Stanford Centre for the Internet and Society (CIS) has announced a 
provider-specific implementation of a 'vocabulary' and icons.

The categories need thinking about:
http://www.privicons.org/projects/icons/

(To me, the icons are rather unclear;  but they're not what matters).


Privicons Released: A User-to-User Email Privacy Tool
Ethan Forrest
November 21, 2011 - 3:04pm
http://cyberlaw.stanford.edu/node/6768

We're thrilled to announce the release of Privicons for Google 
Chrome, a tool for helping users deal with email carelessness: 
innocent misunderstandings and omissions about email privacy, like 
unwanted forwards or reply-alls, that embarrass the person whose 
email is passed along without permission.

The Privicons project is an international collaboration among 
lawyers, privacy researchers, computer scientists, and designers 
based at Stanford and in Europe, all working to reduce the harms of 
email carelessness through cross-disciplinary application of design 
principles, human-computer interaction research, and legal concepts.

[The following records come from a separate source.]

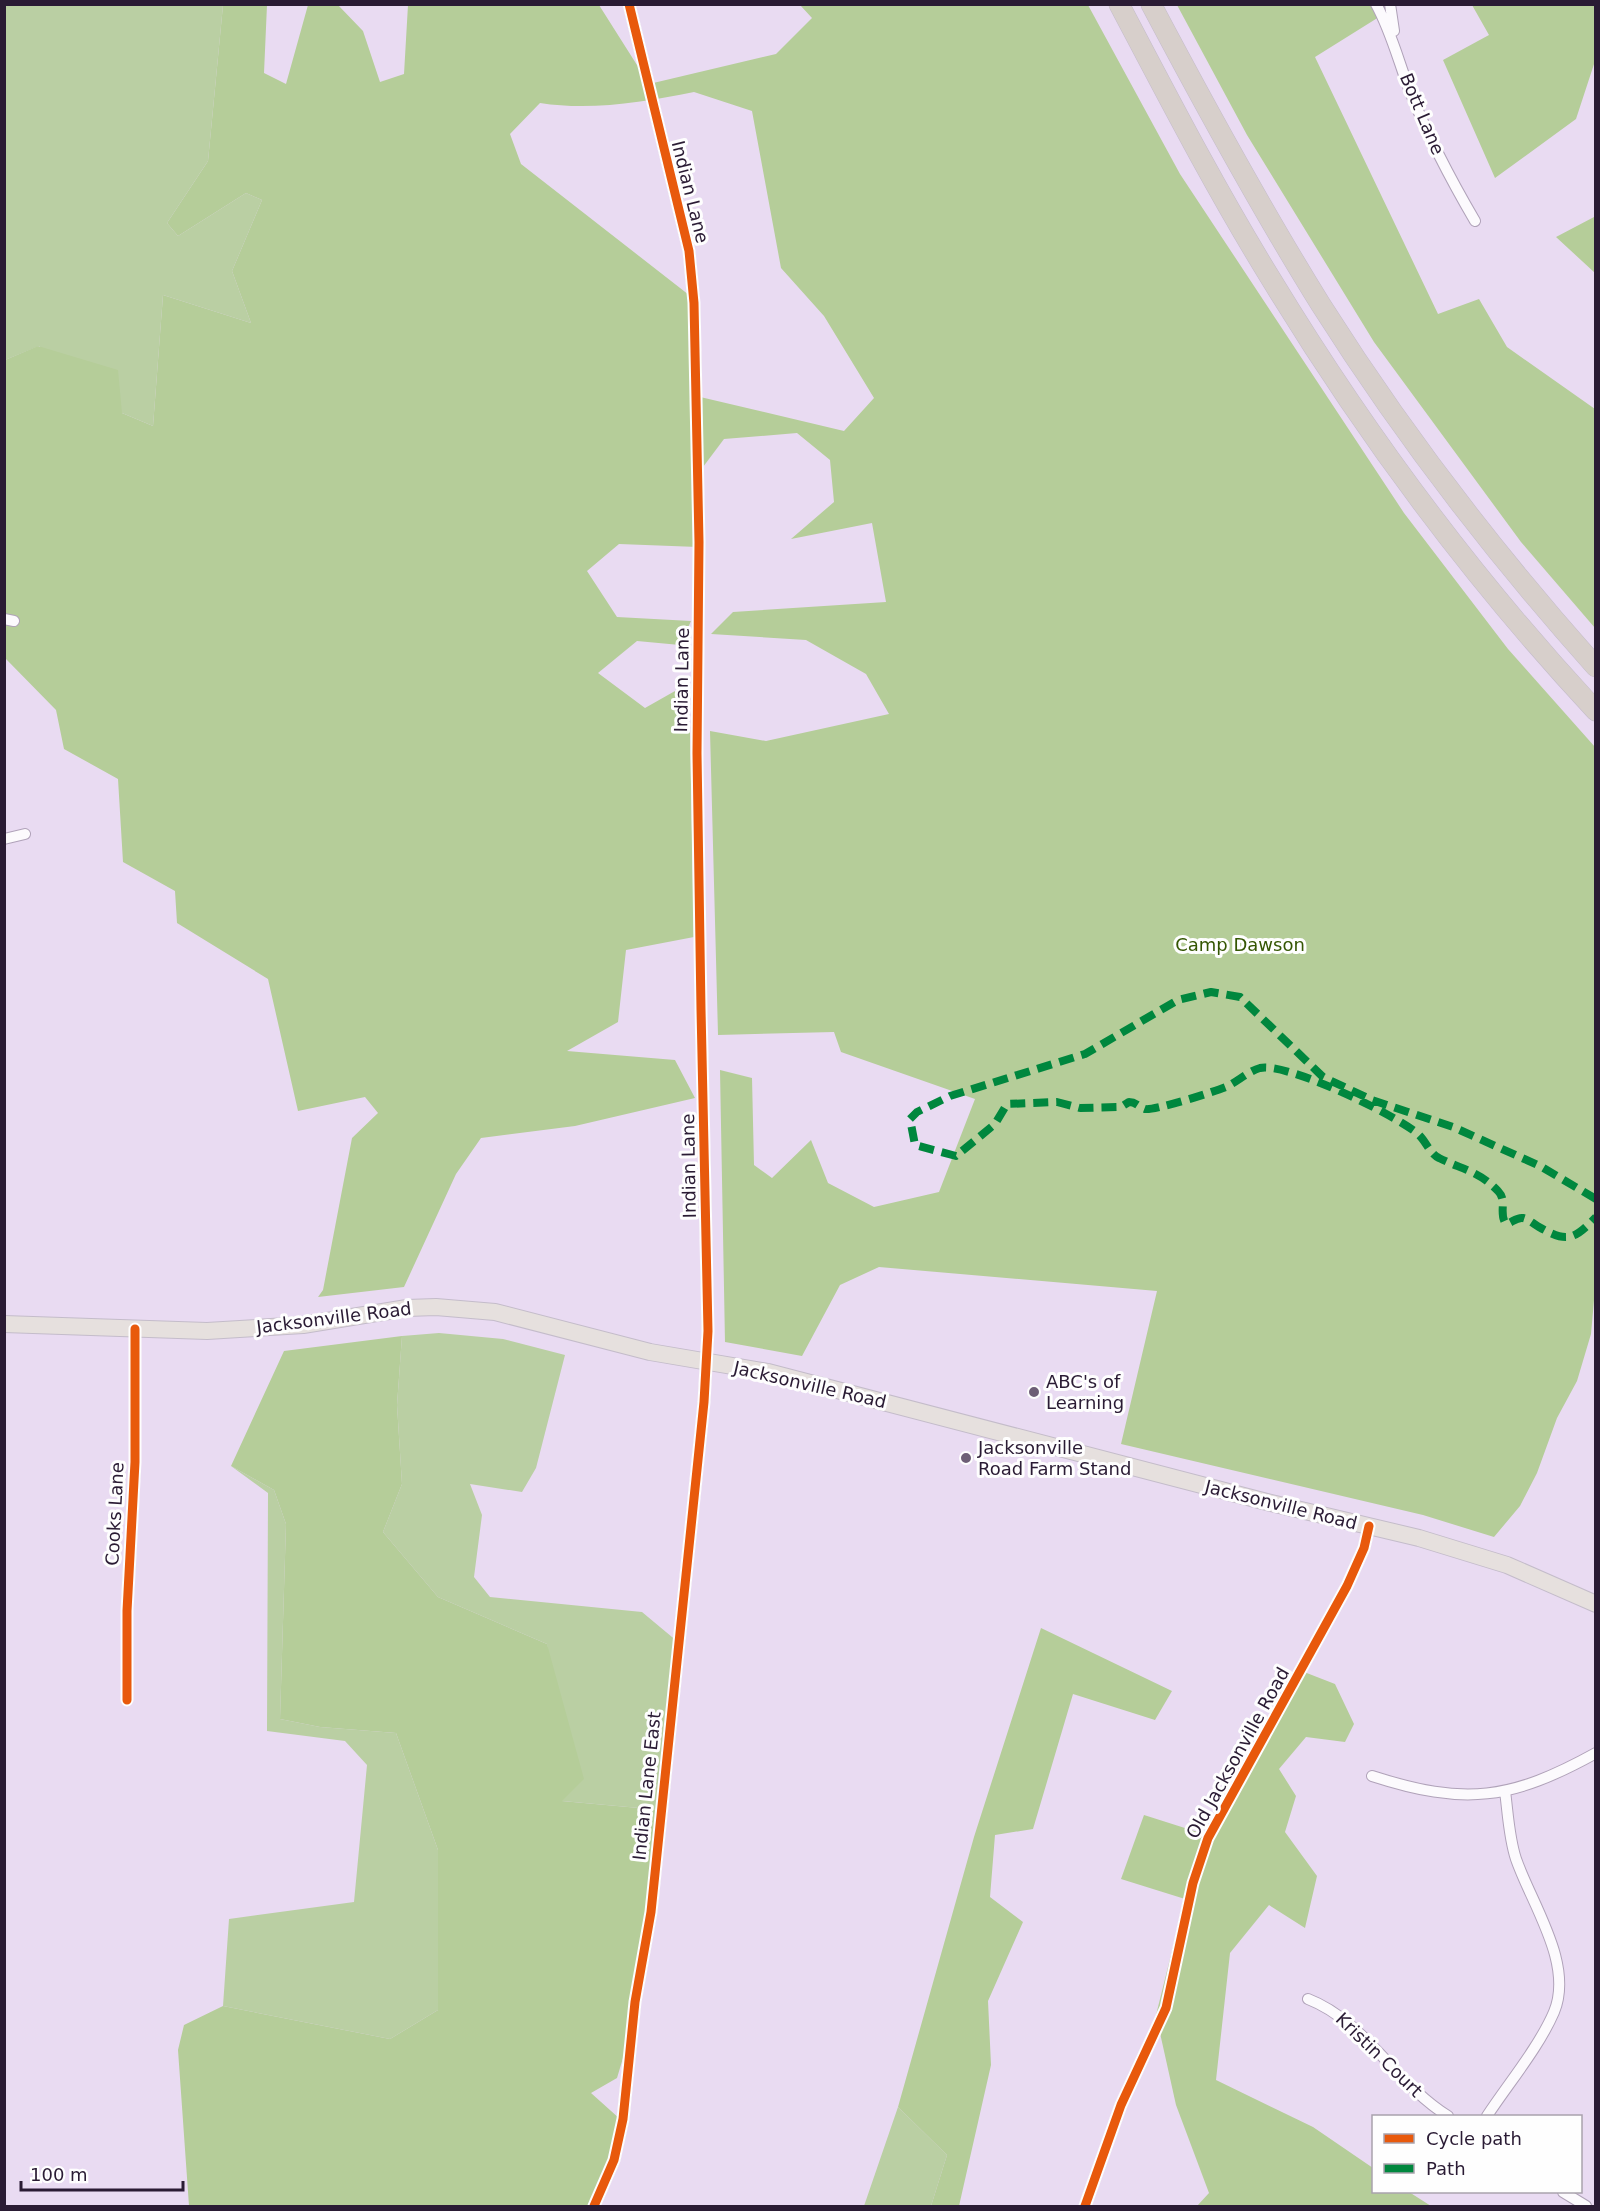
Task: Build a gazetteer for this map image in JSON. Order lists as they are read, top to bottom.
{
  "streets": {
    "main road": ["Jacksonville Road"],
    "street": [
      "Bott Lane",
      "Indian Lane",
      "Cooks Lane",
      "Old Jacksonville Road",
      "Indian Lane East",
      "Kristin Court"
    ]
  },
  "crossings": [
    ["Indian Lane", "Jacksonville Road"],
    ["Indian Lane", "Indian Lane East"],
    ["Jacksonville Road", "Cooks Lane"],
    ["Jacksonville Road", "Old Jacksonville Road"],
    ["Jacksonville Road", "Indian Lane East"]
  ],
  "parks": ["Camp Dawson"],
  "places": ["ABC's of Learning", "Jacksonville Road Farm Stand"],
  "legend": ["Cycle path", "Path"],
  "scale_bar": "100 m"
}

Privicons isn't like technical privacy solutions that use code to 
lock down communications. Instead, drawing on the work of Jonathan 
Zittrain, Lauren Gelman, and other privacy scholars, Privicons 
relies on norms-based social signals to influence users' choices 
about privacy. To convey these signals, Privicons uses a vocabulary 
of icons that clearly communicate email senders' privacy 
expectations. With the new Privicons plugin for Chrome, Gmail users 
can select from a list of these icons and attach them to their 
emails, unobtrusively but noticeably. (A Firefox plugin is next.) 
When recipients see these icons, we expect that many of them, 
motivated by neighborliness and their understanding of social norms, 
will comply with their peers' wishes and expectations.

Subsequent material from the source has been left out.